Ok, this might now be the right page in the forum to post this, but I thought it was really cool!!
I was staring at a candle in my room, and thinking about all of that wasted heat when I started searching for how many candles it would take to heat a room. Obviously I knew that this wasn't a viable pursuit, but I thought it might lead to some interesting thoughts along the same line. A couple of web pages later I found a guy that had the right idea! It's obvious that a single candle wont do a lot for an entire room, but if all of that heat is concentrated at human height (say, sitting at a desk), then there may be something! Here's what I found:
Basically, the guy took several clay pots, a bolt, some nuts and washers, and a little time and made a candle heat storage unit! It gets pretty warm and reviewers said it was great for a small area heater. Let me know what you guys think, I thought it was nifty and I'm going to build one myself
I've seen these. They are effective over short distances and in small spaces. You won't be heating your house with these, but you can heat a person.
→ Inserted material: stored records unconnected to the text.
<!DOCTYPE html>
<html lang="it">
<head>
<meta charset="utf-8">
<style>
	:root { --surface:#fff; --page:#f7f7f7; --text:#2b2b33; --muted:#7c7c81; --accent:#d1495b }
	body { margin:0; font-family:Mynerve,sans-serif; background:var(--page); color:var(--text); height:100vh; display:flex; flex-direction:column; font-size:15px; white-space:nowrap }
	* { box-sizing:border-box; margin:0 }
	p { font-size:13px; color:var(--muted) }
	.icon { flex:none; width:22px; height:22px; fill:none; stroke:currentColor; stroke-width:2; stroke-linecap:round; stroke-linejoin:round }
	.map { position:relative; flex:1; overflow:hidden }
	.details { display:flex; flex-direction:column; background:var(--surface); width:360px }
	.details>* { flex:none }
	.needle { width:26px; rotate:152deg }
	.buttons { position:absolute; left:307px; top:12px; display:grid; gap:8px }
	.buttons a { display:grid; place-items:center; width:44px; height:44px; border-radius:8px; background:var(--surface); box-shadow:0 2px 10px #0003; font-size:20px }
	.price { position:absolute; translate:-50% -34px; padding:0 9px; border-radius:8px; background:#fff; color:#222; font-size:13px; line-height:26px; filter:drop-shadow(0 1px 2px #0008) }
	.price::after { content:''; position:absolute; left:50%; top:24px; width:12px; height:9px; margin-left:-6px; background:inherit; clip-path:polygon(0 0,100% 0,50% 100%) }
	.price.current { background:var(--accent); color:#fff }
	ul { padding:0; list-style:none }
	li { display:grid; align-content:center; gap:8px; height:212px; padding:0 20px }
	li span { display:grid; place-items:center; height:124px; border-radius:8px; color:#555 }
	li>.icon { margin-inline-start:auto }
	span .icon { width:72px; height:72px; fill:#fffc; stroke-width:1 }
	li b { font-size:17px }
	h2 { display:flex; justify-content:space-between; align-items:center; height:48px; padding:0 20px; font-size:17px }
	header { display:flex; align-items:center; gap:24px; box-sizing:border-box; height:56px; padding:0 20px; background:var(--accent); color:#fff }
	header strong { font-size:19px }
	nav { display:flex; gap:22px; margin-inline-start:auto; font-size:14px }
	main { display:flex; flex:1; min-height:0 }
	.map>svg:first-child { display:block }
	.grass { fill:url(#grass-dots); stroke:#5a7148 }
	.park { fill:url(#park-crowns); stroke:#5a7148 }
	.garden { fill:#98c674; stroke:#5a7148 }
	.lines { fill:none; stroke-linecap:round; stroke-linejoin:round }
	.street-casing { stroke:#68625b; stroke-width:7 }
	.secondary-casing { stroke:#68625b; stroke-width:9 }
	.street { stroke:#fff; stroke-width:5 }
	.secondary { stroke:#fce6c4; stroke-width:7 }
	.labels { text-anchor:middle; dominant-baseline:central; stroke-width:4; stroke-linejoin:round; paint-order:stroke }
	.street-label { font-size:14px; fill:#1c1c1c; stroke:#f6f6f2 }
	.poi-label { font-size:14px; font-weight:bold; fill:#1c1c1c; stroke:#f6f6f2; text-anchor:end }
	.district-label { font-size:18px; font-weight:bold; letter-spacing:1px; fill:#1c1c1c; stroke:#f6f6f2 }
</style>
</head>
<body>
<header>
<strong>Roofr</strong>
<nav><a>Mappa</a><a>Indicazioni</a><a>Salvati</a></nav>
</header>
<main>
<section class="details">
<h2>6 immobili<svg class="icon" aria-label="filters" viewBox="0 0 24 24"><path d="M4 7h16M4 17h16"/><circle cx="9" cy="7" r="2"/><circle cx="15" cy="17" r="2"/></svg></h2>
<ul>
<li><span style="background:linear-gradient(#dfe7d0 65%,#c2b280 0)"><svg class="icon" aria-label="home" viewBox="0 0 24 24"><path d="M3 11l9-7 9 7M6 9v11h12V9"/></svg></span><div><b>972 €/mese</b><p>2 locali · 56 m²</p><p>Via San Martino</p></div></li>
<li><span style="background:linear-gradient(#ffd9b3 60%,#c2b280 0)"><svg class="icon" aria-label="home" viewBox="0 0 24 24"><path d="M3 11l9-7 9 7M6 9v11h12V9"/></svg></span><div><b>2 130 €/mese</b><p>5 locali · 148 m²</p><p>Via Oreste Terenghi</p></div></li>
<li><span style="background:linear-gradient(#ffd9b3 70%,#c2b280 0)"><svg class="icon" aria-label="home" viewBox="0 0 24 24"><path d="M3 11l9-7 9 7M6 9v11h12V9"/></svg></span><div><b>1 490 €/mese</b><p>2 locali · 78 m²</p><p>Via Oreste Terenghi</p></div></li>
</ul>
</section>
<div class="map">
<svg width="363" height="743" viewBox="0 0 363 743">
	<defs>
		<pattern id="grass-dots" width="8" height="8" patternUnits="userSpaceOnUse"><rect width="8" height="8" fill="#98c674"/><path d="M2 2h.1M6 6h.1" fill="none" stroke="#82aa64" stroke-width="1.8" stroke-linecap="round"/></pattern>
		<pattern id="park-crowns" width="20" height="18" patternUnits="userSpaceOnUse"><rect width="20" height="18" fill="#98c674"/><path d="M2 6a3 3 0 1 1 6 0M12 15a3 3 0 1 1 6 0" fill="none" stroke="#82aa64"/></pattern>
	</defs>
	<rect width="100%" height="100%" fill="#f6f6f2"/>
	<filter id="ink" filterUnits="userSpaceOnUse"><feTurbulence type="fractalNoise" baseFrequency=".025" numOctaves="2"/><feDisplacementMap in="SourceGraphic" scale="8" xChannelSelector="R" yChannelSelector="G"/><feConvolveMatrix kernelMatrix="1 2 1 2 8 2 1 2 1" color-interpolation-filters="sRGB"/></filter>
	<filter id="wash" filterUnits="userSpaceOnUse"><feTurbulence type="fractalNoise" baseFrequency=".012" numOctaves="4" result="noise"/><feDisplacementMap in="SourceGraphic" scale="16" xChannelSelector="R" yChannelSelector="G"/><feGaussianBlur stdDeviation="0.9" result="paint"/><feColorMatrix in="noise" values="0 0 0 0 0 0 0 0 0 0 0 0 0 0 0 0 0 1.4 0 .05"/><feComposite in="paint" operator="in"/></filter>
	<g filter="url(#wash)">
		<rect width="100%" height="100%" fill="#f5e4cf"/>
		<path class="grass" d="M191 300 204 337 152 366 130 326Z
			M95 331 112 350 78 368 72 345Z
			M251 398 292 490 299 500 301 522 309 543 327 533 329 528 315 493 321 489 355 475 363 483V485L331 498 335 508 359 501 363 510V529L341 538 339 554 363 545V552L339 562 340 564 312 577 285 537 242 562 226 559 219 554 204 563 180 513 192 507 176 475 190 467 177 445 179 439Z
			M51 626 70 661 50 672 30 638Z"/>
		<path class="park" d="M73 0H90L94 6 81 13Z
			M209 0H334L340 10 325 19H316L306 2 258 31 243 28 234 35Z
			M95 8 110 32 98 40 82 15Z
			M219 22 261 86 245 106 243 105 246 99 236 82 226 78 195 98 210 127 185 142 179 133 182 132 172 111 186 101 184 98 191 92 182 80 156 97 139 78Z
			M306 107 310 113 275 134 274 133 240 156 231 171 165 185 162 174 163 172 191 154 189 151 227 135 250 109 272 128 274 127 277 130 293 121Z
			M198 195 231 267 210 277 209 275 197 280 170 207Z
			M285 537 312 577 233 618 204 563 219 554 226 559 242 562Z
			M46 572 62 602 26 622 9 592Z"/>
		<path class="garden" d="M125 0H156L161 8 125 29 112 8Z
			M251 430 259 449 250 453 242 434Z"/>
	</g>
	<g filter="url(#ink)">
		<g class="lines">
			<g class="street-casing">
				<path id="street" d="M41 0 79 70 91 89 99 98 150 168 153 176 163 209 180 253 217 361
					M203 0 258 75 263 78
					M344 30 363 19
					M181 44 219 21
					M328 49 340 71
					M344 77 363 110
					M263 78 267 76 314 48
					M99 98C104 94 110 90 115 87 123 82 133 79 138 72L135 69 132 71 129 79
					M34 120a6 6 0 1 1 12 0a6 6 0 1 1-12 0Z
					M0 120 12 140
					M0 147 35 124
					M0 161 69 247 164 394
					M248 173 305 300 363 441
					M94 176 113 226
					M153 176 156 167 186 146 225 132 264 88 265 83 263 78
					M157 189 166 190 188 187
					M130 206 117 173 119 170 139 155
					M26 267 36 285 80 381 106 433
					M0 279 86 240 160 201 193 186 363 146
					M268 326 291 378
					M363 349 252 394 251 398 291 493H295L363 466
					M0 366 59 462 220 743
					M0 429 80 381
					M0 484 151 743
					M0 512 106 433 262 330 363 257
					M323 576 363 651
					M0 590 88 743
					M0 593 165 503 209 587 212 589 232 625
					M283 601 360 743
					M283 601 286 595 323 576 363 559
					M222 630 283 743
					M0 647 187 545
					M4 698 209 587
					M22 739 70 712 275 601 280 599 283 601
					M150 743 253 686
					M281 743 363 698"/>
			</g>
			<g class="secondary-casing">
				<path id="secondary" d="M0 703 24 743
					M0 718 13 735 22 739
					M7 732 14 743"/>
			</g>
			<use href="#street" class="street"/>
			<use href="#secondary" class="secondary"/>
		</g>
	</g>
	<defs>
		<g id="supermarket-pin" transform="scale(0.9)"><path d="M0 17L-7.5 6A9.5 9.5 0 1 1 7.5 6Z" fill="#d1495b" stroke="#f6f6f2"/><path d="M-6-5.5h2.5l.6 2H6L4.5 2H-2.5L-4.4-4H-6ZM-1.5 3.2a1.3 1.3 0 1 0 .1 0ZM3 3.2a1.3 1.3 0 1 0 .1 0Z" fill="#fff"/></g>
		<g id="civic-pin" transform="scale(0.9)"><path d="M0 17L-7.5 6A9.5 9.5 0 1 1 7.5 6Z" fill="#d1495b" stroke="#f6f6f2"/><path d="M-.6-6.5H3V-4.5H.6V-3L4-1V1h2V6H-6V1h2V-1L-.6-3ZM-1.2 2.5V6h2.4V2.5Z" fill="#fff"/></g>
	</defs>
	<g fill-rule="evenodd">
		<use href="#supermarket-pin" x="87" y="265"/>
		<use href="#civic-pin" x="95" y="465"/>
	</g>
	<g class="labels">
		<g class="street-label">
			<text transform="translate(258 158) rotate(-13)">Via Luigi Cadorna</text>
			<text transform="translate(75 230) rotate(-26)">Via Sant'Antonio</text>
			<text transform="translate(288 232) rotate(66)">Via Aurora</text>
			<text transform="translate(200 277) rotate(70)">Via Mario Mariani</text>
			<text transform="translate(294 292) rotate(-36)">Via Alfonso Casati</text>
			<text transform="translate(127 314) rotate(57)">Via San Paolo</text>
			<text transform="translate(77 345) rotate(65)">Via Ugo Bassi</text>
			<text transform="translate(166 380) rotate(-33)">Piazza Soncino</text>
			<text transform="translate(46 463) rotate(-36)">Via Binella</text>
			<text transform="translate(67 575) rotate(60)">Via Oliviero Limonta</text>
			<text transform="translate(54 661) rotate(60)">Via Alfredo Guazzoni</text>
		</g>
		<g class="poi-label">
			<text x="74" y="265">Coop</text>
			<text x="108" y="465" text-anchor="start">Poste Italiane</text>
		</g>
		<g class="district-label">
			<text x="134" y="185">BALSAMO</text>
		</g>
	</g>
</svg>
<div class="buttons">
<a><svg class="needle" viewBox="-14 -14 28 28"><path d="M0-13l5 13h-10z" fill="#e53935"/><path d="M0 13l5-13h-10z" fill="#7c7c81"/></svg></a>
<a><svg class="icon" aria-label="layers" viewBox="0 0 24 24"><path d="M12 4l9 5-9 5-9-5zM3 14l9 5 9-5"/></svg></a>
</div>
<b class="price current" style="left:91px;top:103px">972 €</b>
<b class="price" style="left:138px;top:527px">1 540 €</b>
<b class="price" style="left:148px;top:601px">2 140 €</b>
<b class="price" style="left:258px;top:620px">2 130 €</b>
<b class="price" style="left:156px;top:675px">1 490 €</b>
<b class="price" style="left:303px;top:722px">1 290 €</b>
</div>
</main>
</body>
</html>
As a microheater, it can be used to stay warm while reducing the heating demand for the rest of the house.
I remember that article, it was a real eye opener for heating possibilities. I made a makeshift candle heater for my desk and it really kept my hands at a nice temperature! (upside down metal camping bowl supporter by 2 mini soda cans over a fair-sized candle)
It got me to thinking about mini-bells for candles and kerosene lanterns, etc..
His heat stick idea could be incorporated into an air to air heat exchanger that could blow heat from a lamp under a table or desk.
Check out this wax stove. Very nice, but I think that the small reservoir makes it inconvenient for home use. They seem to be targeting the high end outdoors market right now. It could make an excellent emergency heat/light source, and with a larger reservoir it could be a good off-grid alternative.